Exercise details | Only the lines from the opening of the material through the line bearing "0 #b5babe) drop-shadow(-2px" should be reproduced, exactly and without pictures.

────────────────────────────────────────

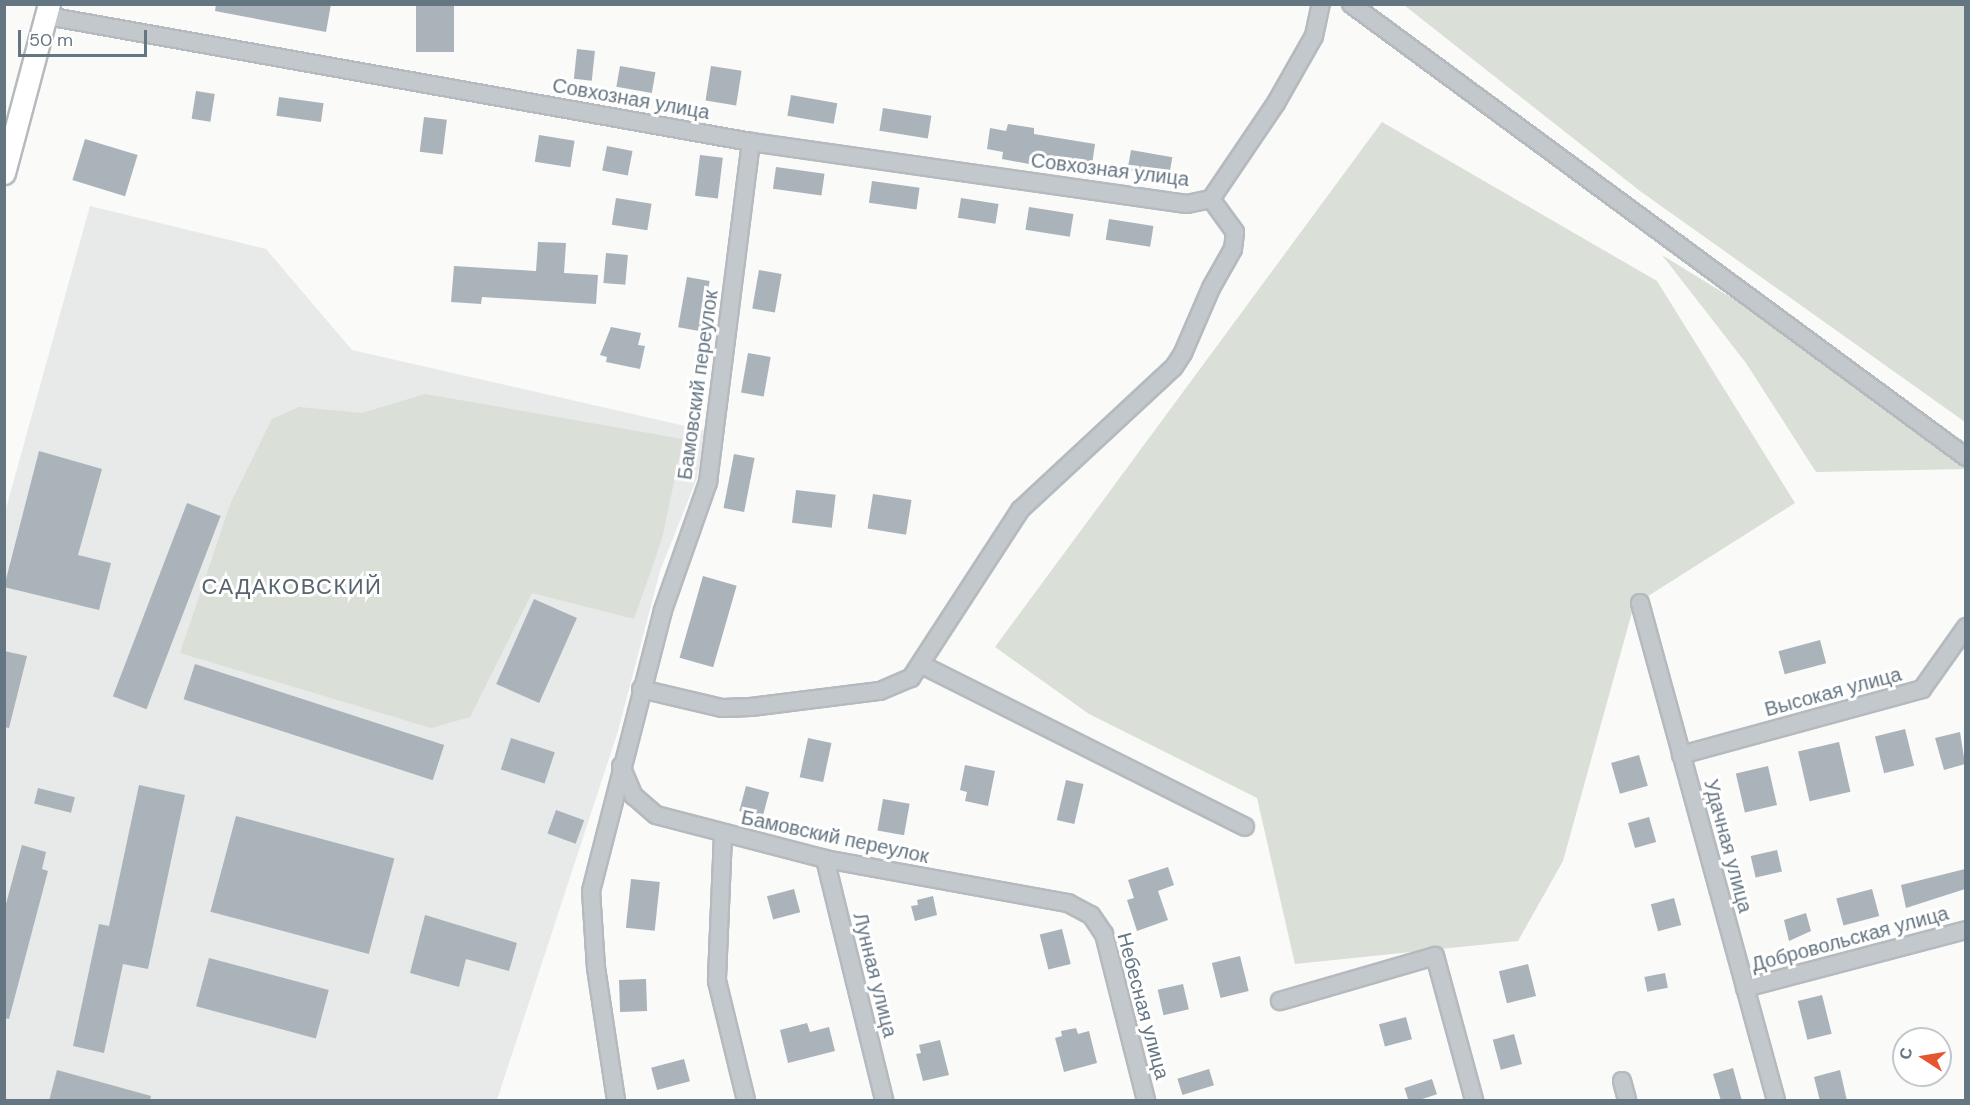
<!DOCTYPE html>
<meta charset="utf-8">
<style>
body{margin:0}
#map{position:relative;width:1970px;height:1105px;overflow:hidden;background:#fafaf8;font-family:"DM Sans",sans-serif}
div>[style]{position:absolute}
.built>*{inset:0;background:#e8e9e9}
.green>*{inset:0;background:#dadfd7}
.building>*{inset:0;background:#aab3b9;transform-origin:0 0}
.roads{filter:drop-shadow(2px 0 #b5babe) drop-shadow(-2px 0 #b5babe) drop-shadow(0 2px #b5babe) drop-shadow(0 -2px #b5babe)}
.minor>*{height:16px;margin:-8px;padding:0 8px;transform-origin:8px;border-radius:8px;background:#c3c8cc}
.major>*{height:21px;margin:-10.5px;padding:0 10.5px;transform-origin:10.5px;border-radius:10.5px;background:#fff}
span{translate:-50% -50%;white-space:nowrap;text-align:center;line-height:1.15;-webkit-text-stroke:6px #fff;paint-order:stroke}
.street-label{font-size:20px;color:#657683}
.quarter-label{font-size:22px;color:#57646e;letter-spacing:1.5px}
.frame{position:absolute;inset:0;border:6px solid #657683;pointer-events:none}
.north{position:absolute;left:1892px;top:1027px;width:60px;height:60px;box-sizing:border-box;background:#fff;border:2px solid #c1c8cd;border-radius:50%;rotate:282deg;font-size:16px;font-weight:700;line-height:24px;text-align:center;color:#657683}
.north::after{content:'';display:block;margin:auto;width:21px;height:27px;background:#e4572e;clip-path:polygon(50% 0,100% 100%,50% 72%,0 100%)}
.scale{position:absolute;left:18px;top:30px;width:129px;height:27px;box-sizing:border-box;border:3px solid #657683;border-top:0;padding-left:8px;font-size:18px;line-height:21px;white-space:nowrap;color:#657683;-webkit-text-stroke:4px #fff;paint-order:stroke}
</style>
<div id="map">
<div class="built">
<i style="clip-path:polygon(90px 206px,266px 249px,352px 350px,707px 431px,697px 478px,660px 571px,618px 731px,497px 1100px,5px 1100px,5px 512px)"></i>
</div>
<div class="green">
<i style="clip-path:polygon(1404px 5px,1965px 5px,1965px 422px,1640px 191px)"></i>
<i style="clip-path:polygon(1382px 122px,1657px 281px,1795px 503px,1634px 605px,1563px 861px,1518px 941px,1295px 964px,1257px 798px,1089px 714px,995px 647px)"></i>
<i style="clip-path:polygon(1662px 255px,1965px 442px,1965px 469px,1816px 472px,1746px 363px)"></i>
<i style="clip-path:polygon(425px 394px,683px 439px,662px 539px,634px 619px,532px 593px,470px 717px,431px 728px,180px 653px,231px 502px,272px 419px,299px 407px,362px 413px)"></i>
</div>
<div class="building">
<i style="clip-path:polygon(216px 4px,331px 4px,326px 32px,215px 11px)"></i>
<i style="left:416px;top:4px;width:38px;height:48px"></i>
<i style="left:577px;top:49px;width:18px;height:30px;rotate:6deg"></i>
<i style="left:620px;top:66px;width:36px;height:21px;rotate:10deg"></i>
<i style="left:711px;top:66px;width:31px;height:35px;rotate:9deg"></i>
<i style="left:196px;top:91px;width:19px;height:28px;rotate:9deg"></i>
<i style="left:791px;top:95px;width:47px;height:21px;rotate:10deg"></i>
<i style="left:279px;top:97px;width:45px;height:19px;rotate:8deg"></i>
<i style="left:883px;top:108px;width:49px;height:23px;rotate:9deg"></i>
<i style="left:424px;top:117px;width:23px;height:35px;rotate:7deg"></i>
<i style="clip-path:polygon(1008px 124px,1034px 128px,1034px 134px,1095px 144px,1092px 165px,1030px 155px,1029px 164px,1002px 159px,1003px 152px,987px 149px,990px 128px,1006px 131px)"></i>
<i style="left:539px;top:135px;width:36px;height:27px;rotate:9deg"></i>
<i style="left:85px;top:139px;width:55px;height:43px;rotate:17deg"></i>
<i style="left:607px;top:146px;width:26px;height:25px;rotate:11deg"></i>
<i style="left:1131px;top:150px;width:42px;height:20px;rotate:10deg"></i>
<i style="left:700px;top:155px;width:23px;height:41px;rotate:7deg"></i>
<i style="left:776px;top:167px;width:49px;height:22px;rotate:8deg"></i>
<i style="left:872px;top:181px;width:48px;height:22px;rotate:8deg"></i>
<i style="left:616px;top:198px;width:36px;height:27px;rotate:9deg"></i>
<i style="left:961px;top:198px;width:38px;height:20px;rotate:9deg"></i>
<i style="left:1029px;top:207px;width:45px;height:23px;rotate:9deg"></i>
<i style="left:1109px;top:219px;width:45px;height:21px;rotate:9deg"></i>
<i style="clip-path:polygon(538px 242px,566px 243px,564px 273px,598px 275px,596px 304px,482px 297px,481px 304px,451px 302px,454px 266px,536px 271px)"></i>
<i style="left:606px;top:253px;width:22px;height:30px;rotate:5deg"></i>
<i style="left:759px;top:270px;width:23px;height:39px;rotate:10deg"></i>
<i style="left:687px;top:277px;width:23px;height:51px;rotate:10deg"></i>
<i style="clip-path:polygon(611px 327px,641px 333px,638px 345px,645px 346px,640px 369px,606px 362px,607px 357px,600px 355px)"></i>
<i style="left:748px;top:353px;width:23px;height:40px;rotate:10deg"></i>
<i style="clip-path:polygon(39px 451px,102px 469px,78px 555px,111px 563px,99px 610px,4px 587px)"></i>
<i style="left:734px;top:454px;width:21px;height:55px;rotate:11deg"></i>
<i style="left:796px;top:490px;width:40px;height:33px;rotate:7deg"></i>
<i style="left:873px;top:494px;width:39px;height:35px;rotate:9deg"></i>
<i style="left:187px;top:503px;width:36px;height:207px;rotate:21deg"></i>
<i style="left:703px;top:576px;width:35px;height:85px;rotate:16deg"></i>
<i style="left:534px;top:599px;width:47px;height:93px;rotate:24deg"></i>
<i style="left:1820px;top:640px;width:24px;height:43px;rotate:75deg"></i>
<i style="clip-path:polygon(4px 651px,27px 656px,9px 728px,4px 727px)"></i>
<i style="left:195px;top:664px;width:262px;height:37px;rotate:18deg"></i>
<i style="left:1905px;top:729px;width:38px;height:31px;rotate:76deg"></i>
<i style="clip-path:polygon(1960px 732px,1965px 764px,1944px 770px,1935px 738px)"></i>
<i style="left:511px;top:738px;width:46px;height:33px;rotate:18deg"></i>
<i style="left:808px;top:738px;width:24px;height:40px;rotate:12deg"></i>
<i style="left:1839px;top:742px;width:51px;height:42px;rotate:77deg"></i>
<i style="left:1639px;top:755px;width:32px;height:29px;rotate:74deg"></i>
<i style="clip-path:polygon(965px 765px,995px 771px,988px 806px,965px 801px,967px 792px,960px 790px)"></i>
<i style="left:1768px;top:766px;width:40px;height:33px;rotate:77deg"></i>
<i style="left:1066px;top:780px;width:18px;height:41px;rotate:13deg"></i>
<i style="clip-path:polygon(139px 785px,185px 795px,148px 969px,123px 964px,104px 1053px,73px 1046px,99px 924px,109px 926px)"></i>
<i style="left:746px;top:786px;width:24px;height:26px;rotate:15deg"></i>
<i style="left:38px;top:788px;width:38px;height:16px;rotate:14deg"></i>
<i style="left:883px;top:799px;width:27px;height:32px;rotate:10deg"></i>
<i style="left:556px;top:810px;width:30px;height:25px;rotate:20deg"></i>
<i style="left:236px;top:816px;width:164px;height:99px;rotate:15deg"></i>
<i style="left:1649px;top:817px;width:26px;height:22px;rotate:74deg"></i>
<i style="clip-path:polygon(22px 845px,46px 852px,42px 869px,48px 871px,9px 1019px,4px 1018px,4px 911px)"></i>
<i style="left:1777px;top:850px;width:22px;height:27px;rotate:77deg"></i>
<i style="clip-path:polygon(1168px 867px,1174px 885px,1158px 891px,1168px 920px,1137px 931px,1127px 900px,1134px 898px,1128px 880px)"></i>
<i style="clip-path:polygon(1965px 869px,1965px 889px,1906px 908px,1901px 885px)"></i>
<i style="left:631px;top:879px;width:29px;height:49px;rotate:6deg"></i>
<i style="left:794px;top:889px;width:24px;height:28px;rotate:75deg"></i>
<i style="left:1872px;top:889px;width:28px;height:37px;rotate:75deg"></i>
<i style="clip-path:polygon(933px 896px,937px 915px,915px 921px,911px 906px,918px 905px,917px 900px)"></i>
<i style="left:1674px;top:898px;width:28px;height:24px;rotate:75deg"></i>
<i style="clip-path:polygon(1806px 913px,1811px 931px,1789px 941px,1784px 920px)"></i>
<i style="clip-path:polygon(425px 915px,517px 943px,509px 971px,466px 959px,459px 987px,410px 973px)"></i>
<i style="left:1062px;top:929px;width:36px;height:23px;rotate:76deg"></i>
<i style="left:1240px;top:956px;width:36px;height:29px;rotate:76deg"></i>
<i style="left:209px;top:958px;width:124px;height:50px;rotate:15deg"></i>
<i style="left:1528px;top:964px;width:33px;height:30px;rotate:76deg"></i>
<i style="left:1665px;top:973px;width:15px;height:21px;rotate:79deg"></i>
<i style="left:646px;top:979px;width:32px;height:27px;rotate:88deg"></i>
<i style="left:1183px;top:984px;width:26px;height:26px;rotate:77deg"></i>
<i style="left:1822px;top:995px;width:40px;height:25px;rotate:76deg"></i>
<i style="left:1406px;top:1017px;width:23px;height:28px;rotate:75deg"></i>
<i style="clip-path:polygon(807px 1023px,810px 1032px,829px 1027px,835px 1051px,788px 1063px,780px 1030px)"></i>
<i style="clip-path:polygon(1076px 1028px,1078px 1034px,1089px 1031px,1097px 1063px,1064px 1072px,1055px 1038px,1062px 1036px,1061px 1031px)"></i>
<i style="left:1514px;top:1034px;width:31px;height:22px;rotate:75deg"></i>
<i style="clip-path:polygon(940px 1040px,949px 1075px,923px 1081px,916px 1054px,921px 1053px,919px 1045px)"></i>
<i style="left:684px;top:1059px;width:23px;height:34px;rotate:75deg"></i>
<i style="clip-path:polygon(1733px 1068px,1742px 1101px,1721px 1101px,1713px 1074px)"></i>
<i style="left:1209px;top:1069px;width:17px;height:33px;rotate:73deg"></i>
<i style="clip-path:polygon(57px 1070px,151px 1096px,150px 1101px,49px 1101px)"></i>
<i style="clip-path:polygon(1840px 1070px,1847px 1101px,1820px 1101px,1814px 1077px)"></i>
<i style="left:1432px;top:1079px;width:16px;height:29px;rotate:72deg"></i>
</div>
<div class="roads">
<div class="minor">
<i style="left:1351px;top:4px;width:764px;rotate:36.37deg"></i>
<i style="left:47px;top:16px;width:715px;rotate:10.15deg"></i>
<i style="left:751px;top:142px;width:440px;rotate:8.1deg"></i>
<i style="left:1187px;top:204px;width:25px;rotate:-12deg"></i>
<i style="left:1211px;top:199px;width:116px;rotate:-55.9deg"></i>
<i style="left:1276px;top:103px;width:77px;rotate:-60.4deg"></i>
<i style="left:1314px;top:36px;width:33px;rotate:-78deg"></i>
<i style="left:1640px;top:603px;width:515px;rotate:74.7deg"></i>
<i style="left:922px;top:665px;width:361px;rotate:26.6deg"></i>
<i style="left:641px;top:689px;width:83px;rotate:13.2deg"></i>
<i style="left:722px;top:708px;width:29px;rotate:-2deg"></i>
<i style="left:751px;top:707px;width:130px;rotate:-7.1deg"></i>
<i style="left:880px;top:691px;width:34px;rotate:-23deg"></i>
<i style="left:911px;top:678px;width:200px;rotate:-57deg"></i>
<i style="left:1020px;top:510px;width:210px;rotate:-42.9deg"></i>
<i style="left:1174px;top:367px;width:17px;rotate:-57deg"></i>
<i style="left:1183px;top:353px;width:71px;rotate:-66.7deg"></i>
<i style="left:1211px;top:288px;width:45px;rotate:-60.6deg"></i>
<i style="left:1233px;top:249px;width:17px;rotate:-83deg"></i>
<i style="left:1235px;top:232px;width:41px;rotate:-126deg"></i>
<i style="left:1681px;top:755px;width:250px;rotate:-15.3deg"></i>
<i style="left:1922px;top:689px;width:76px;rotate:-54.6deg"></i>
<i style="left:621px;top:766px;width:33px;rotate:67deg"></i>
<i style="left:634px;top:796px;width:29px;rotate:41deg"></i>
<i style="left:656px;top:815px;width:175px;rotate:14.6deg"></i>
<i style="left:825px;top:859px;width:247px;rotate:10.3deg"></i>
<i style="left:1068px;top:903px;width:26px;rotate:28deg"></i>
<i style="left:1091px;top:915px;width:23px;rotate:56deg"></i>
<i style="left:1104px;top:934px;width:171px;rotate:75.8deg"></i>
<i style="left:723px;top:835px;width:146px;rotate:92.4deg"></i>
<i style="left:717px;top:981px;width:122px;rotate:76.3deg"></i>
<i style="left:825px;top:859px;width:248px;rotate:76.2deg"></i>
<i style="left:1745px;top:988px;width:228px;rotate:-14.7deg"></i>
<i style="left:1280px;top:1001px;width:161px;rotate:-16.2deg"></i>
<i style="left:1435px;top:956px;width:149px;rotate:74.8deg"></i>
<i style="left:1622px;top:1081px;width:20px;rotate:75deg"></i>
<i style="left:616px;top:1100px;width:134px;rotate:-98.6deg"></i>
<i style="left:596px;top:968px;width:77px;rotate:-93.7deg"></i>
<i style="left:591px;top:891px;width:290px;rotate:-75.6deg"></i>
<i style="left:663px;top:610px;width:136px;rotate:-70.6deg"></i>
<i style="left:708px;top:482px;width:343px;rotate:-82.8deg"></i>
</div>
<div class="major">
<i style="left:4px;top:173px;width:175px;rotate:-75.1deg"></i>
</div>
</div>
<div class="street-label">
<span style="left:631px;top:99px;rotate:10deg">Совхозная улица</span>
<span style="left:1110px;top:170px;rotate:7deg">Совхозная улица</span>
<span style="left:698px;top:385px;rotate:-82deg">Бамовский переулок</span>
<span style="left:1833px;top:692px;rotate:-15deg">Высокая улица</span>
<span style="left:835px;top:837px;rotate:12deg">Бамовский переулок</span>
<span style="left:1728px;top:846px;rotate:75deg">Удачная улица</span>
<span style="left:1850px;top:939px;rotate:-15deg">Добровольская улица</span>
<span style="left:875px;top:975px;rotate:76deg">Лунная улица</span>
<span style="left:1143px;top:1006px;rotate:75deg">Небесная улица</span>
</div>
<div class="quarter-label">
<span style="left:292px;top:587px">САДАКОВСКИЙ</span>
</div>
<div class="frame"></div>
<div class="north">С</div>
<div class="scale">50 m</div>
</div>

────────────────────────────────────────

The completed task |
<!DOCTYPE html>
<meta charset="utf-8">
<style>
body{margin:0}
#map{position:relative;width:1970px;height:1105px;overflow:hidden;background:#fafaf8;font-family:"DM Sans",sans-serif}
div>[style]{position:absolute}
.built>*{inset:0;background:#e8e9e9}
.green>*{inset:0;background:#dadfd7}
.building>*{inset:0;background:#aab3b9;transform-origin:0 0}
.roads{filter:drop-shadow(2px 0 #b5babe) drop-shadow(-2px 0 #b5babe) drop-shadow(0 2px #b5babe) drop-shadow(0 -2px #b5babe)}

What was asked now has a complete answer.